§ Extracted records
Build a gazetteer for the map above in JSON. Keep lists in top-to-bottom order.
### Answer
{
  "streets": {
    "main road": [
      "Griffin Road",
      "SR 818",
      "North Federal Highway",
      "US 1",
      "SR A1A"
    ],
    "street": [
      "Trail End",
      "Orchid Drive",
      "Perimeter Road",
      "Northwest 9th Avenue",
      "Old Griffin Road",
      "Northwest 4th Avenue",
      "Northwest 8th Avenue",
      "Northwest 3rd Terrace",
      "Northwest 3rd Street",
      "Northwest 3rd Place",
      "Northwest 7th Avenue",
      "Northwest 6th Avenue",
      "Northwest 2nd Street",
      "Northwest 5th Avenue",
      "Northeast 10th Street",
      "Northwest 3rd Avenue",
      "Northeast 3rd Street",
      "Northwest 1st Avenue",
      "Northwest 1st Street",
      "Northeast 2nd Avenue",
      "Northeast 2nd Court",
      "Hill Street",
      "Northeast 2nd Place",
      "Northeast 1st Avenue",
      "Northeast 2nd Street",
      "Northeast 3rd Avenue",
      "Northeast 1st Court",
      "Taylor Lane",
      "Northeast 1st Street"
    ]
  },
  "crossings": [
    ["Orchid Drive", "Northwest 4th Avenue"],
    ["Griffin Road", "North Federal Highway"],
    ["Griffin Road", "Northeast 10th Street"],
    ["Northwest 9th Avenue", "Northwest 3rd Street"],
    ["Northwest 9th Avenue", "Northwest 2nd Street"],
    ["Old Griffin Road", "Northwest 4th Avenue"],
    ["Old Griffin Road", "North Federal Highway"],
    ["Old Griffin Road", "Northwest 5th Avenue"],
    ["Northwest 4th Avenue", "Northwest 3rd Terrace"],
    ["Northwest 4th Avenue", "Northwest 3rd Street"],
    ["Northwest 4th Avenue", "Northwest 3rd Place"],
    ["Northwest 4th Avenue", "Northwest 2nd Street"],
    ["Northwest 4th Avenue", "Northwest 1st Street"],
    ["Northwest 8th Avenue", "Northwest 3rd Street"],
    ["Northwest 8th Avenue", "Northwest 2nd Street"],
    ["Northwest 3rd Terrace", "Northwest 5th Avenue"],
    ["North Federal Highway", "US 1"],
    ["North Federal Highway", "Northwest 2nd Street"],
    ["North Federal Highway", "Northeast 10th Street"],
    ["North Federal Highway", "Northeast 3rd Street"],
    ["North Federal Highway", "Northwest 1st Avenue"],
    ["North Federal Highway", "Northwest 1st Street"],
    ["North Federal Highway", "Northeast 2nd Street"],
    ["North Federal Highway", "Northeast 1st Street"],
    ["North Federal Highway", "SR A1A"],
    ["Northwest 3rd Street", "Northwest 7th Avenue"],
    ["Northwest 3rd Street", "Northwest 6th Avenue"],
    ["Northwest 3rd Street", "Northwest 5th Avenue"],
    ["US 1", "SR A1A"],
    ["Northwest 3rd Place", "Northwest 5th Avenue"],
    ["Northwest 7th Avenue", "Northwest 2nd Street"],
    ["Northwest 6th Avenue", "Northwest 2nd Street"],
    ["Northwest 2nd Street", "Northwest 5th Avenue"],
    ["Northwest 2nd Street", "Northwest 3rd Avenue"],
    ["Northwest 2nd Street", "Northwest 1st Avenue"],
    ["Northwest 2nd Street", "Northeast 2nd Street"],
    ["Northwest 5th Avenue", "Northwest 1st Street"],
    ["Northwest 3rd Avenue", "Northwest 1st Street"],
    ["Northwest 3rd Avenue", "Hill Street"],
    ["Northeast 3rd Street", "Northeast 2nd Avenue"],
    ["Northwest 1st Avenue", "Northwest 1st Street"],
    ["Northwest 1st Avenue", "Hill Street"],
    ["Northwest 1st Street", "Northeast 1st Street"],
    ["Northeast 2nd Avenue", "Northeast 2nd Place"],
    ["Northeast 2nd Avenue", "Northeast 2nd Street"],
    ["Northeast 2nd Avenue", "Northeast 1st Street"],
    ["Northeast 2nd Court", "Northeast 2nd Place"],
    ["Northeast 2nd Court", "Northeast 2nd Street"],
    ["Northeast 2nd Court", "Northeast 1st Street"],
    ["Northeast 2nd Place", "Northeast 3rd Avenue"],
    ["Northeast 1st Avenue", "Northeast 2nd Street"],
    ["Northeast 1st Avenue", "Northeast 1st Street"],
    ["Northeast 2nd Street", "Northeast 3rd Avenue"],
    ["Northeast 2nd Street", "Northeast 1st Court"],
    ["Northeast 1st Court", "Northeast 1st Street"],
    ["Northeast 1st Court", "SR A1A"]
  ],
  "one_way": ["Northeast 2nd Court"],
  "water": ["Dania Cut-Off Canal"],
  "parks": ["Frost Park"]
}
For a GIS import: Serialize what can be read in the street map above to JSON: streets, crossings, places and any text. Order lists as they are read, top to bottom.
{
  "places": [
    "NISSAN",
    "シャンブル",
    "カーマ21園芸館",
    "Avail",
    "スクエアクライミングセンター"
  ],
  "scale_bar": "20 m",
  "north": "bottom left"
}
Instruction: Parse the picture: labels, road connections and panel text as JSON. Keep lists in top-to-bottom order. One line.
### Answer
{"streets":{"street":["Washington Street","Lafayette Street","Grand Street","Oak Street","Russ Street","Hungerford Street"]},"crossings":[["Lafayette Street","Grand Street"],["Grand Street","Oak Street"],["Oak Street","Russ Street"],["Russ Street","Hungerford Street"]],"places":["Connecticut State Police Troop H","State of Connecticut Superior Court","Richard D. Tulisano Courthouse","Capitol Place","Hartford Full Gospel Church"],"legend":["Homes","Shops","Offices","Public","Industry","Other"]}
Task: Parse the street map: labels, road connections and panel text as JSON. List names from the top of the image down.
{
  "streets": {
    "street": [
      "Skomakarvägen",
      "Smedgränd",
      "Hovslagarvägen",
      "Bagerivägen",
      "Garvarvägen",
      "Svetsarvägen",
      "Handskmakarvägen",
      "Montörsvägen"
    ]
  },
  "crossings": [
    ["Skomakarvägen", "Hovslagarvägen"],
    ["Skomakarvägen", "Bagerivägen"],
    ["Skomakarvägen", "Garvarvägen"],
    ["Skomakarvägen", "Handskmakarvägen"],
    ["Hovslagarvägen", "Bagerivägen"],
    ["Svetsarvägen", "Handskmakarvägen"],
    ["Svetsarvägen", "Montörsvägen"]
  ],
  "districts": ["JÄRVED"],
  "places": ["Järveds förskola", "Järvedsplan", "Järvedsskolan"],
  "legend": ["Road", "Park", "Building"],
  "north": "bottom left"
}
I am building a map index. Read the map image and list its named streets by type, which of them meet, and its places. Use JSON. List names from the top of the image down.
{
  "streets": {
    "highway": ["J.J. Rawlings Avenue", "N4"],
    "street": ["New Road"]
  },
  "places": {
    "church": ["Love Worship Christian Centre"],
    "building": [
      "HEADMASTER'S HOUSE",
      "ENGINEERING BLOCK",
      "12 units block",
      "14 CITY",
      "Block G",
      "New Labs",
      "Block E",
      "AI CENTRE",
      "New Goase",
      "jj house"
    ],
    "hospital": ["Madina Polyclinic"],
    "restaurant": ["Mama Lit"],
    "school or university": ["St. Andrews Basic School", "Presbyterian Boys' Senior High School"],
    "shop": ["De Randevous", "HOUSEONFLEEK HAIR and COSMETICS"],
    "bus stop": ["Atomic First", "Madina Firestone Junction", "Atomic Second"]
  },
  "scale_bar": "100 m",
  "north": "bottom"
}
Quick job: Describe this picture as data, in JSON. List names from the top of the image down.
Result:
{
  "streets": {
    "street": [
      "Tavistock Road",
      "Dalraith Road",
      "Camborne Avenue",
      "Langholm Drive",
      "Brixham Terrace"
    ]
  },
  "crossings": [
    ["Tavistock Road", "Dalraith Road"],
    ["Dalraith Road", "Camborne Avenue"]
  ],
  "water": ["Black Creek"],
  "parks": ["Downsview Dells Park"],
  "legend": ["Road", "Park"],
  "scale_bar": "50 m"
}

§ Exercise requirements
Look through the records and gather each line with the word "Dalraith".

§ Finished task
      "Dalraith Road",
    ["Tavistock Road", "Dalraith Road"],
    ["Dalraith Road", "Camborne Avenue"]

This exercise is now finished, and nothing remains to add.